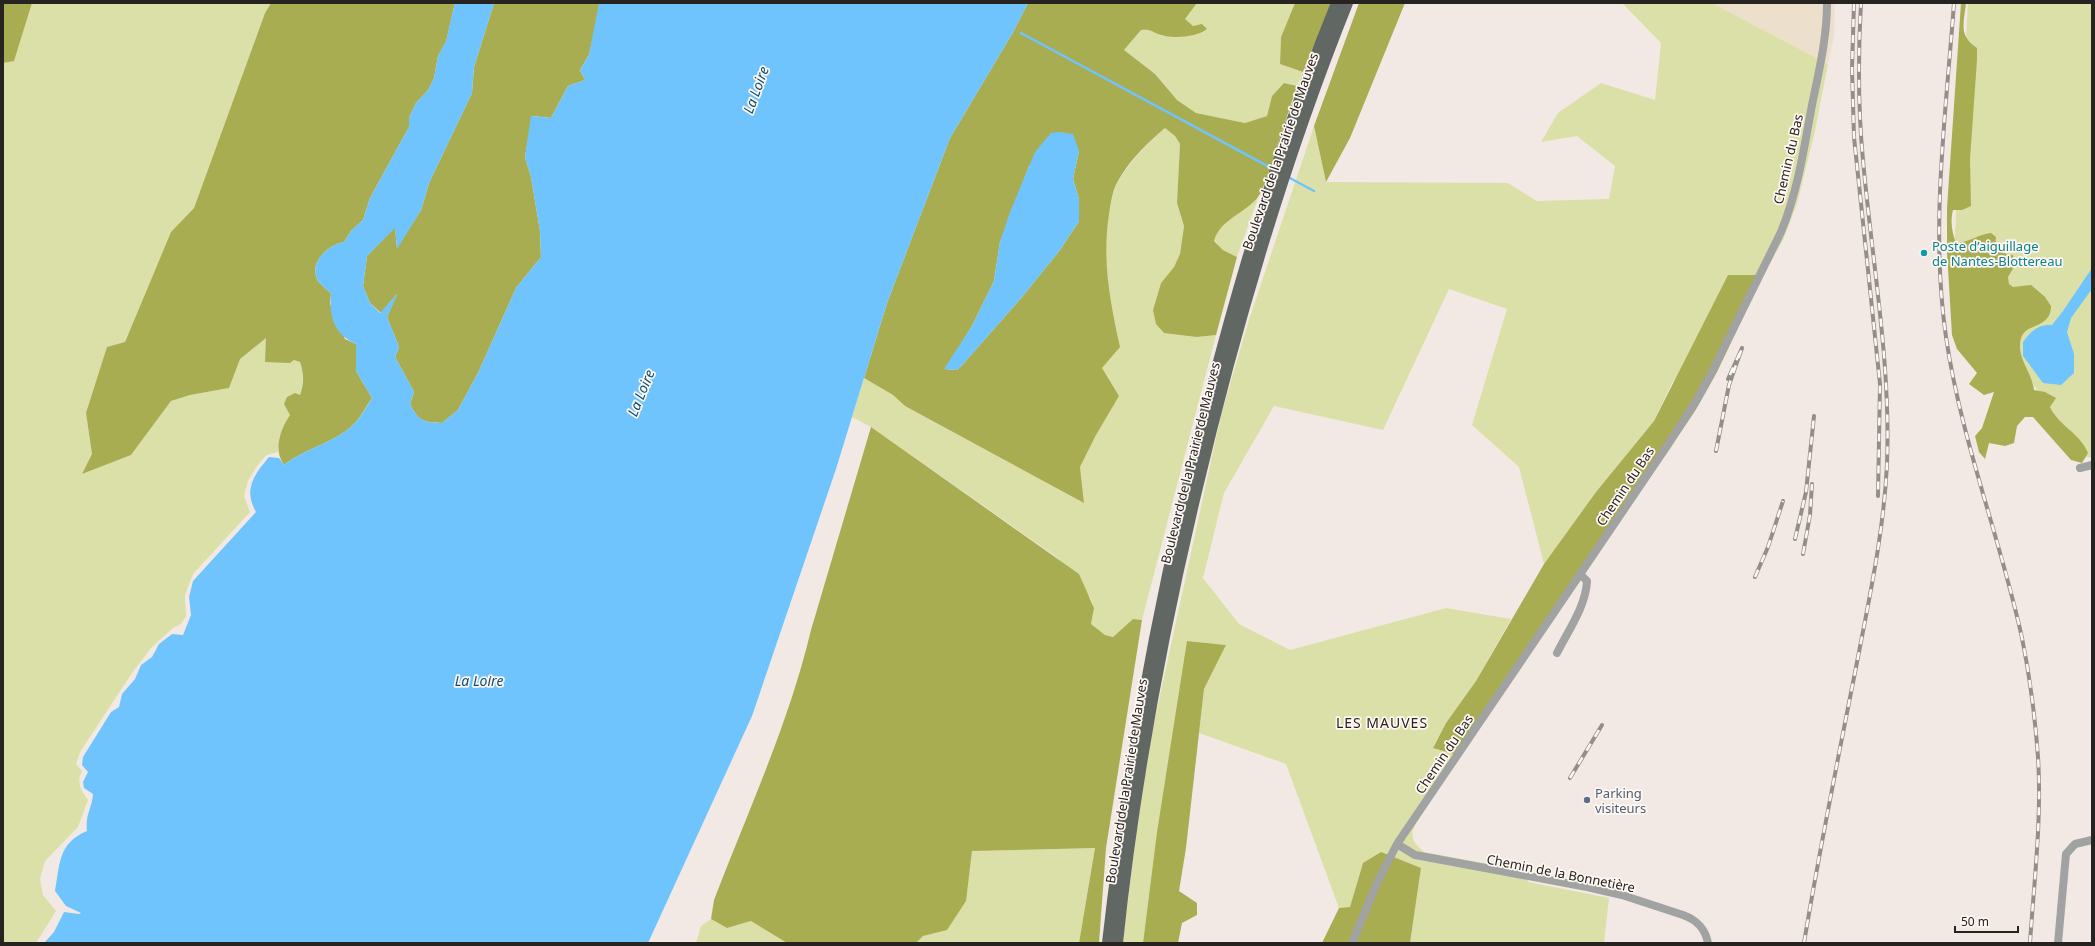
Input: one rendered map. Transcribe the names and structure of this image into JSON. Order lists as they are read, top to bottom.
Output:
{
  "streets": {
    "main road": ["Boulevard de la Prairie de Mauves"],
    "street": ["Chemin du Bas", "Chemin de la Bonnetière"]
  },
  "crossings": [
    ["Chemin du Bas", "Chemin de la Bonnetière"]
  ],
  "districts": ["LES MAUVES"],
  "water": ["La Loire"],
  "places": ["Poste d’aiguillage de Nantes-Blottereau", "Parking visiteurs"],
  "scale_bar": "50 m"
}
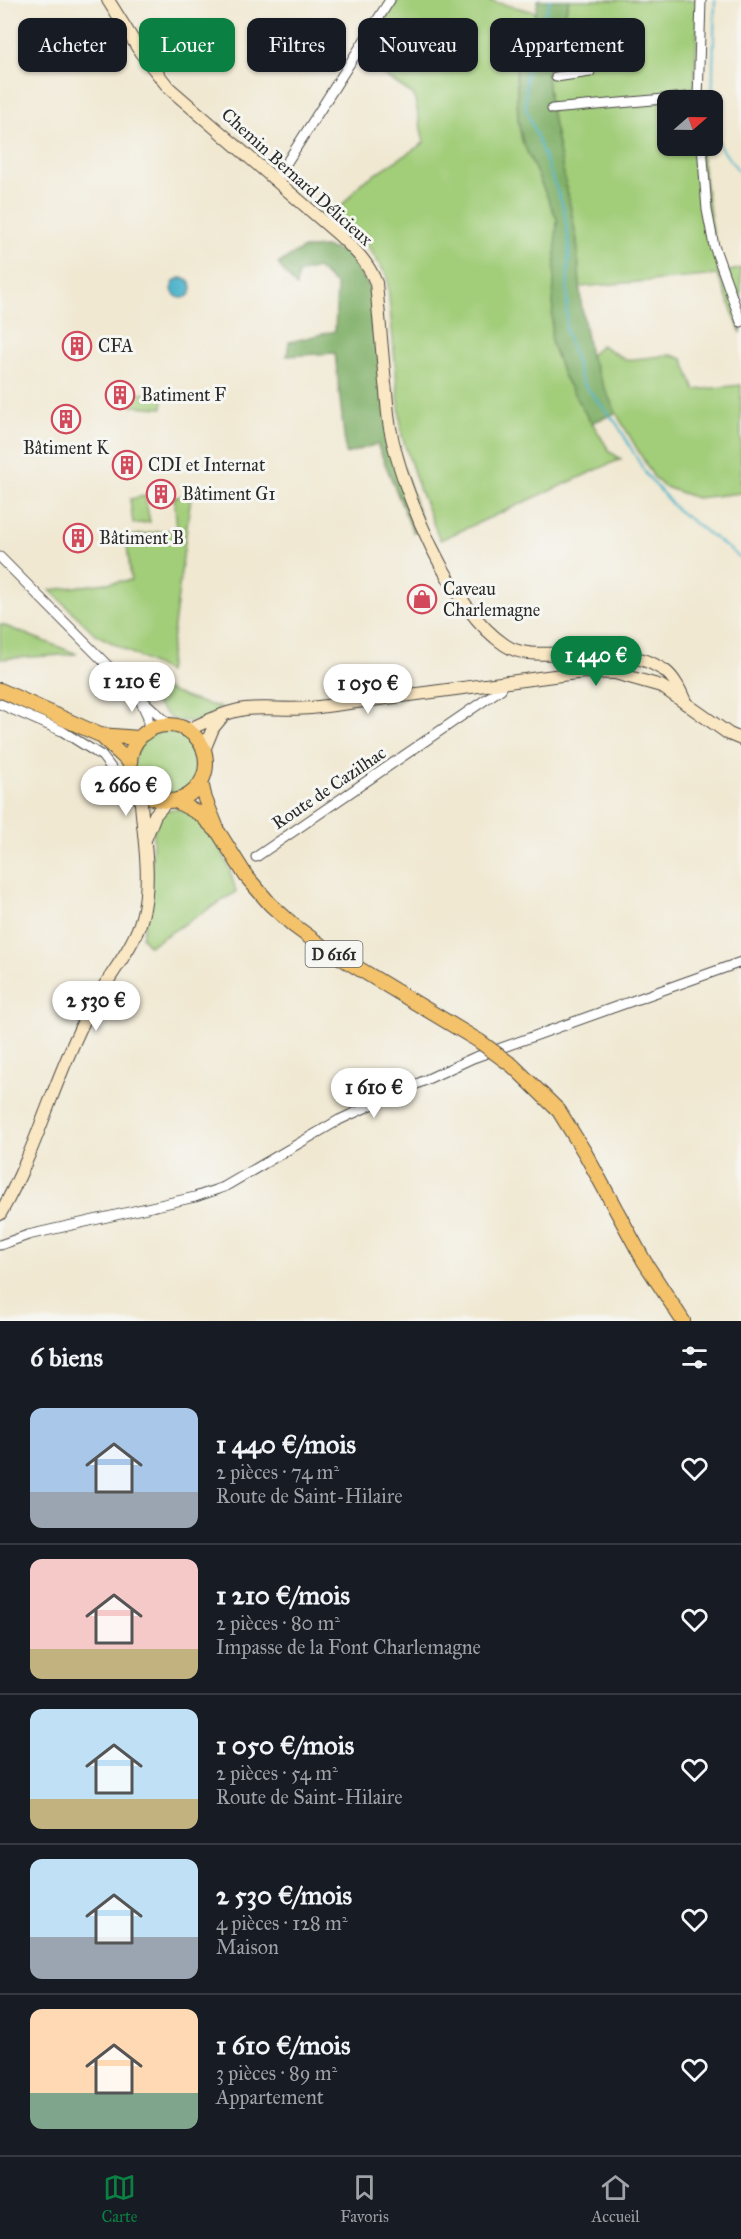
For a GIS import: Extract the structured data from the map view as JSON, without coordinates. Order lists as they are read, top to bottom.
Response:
{
  "streets": {
    "main road": ["D 6161"],
    "street": ["Chemin Bernard Délicieux", "Route de Cazilhac"]
  },
  "places": {
    "building": [
      "CFA",
      "Batiment F",
      "Bâtiment K",
      "CDI et Internat",
      "Bâtiment G1",
      "Bâtiment B"
    ],
    "shop": ["Caveau Charlemagne"]
  },
  "north": "right",
  "page": {
    "chip": [
      "Acheter",
      "Louer",
      "Filtres",
      "Nouveau",
      "Appartement"
    ],
    "price": [
      "1 440 €",
      "1 210 €",
      "1 050 €",
      "2 660 €",
      "2 530 €",
      "1 610 €"
    ],
    "heading": "6 biens",
    "list": [
      {
        "name": "1 440 €/mois",
        "note": "2 pièces · 74 m² · Route de Saint-Hilaire"
      },
      {
        "name": "1 210 €/mois",
        "note": "2 pièces · 80 m² · Impasse de la Font Charlemagne"
      },
      {
        "name": "1 050 €/mois",
        "note": "2 pièces · 54 m² · Route de Saint-Hilaire"
      },
      {
        "name": "2 530 €/mois",
        "note": "4 pièces · 128 m² · Maison"
      },
      {
        "name": "1 610 €/mois",
        "note": "3 pièces · 89 m² · Appartement"
      }
    ],
    "tabs": ["Carte", "Favoris", "Accueil"]
  }
}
::::::::
WHAT YOU SHOULD DO
When a line holds the string "they", pull it out of the listing.

ANSWER TO THIS TASK
Input: one rendered map. Transcribe the names and structure of this image into JSON. Order lists as they are read, top to bottom.
For a GIS import: Extract the structured data from the map view as JSON, without coordinates. Order lists as they are read, top to bottom.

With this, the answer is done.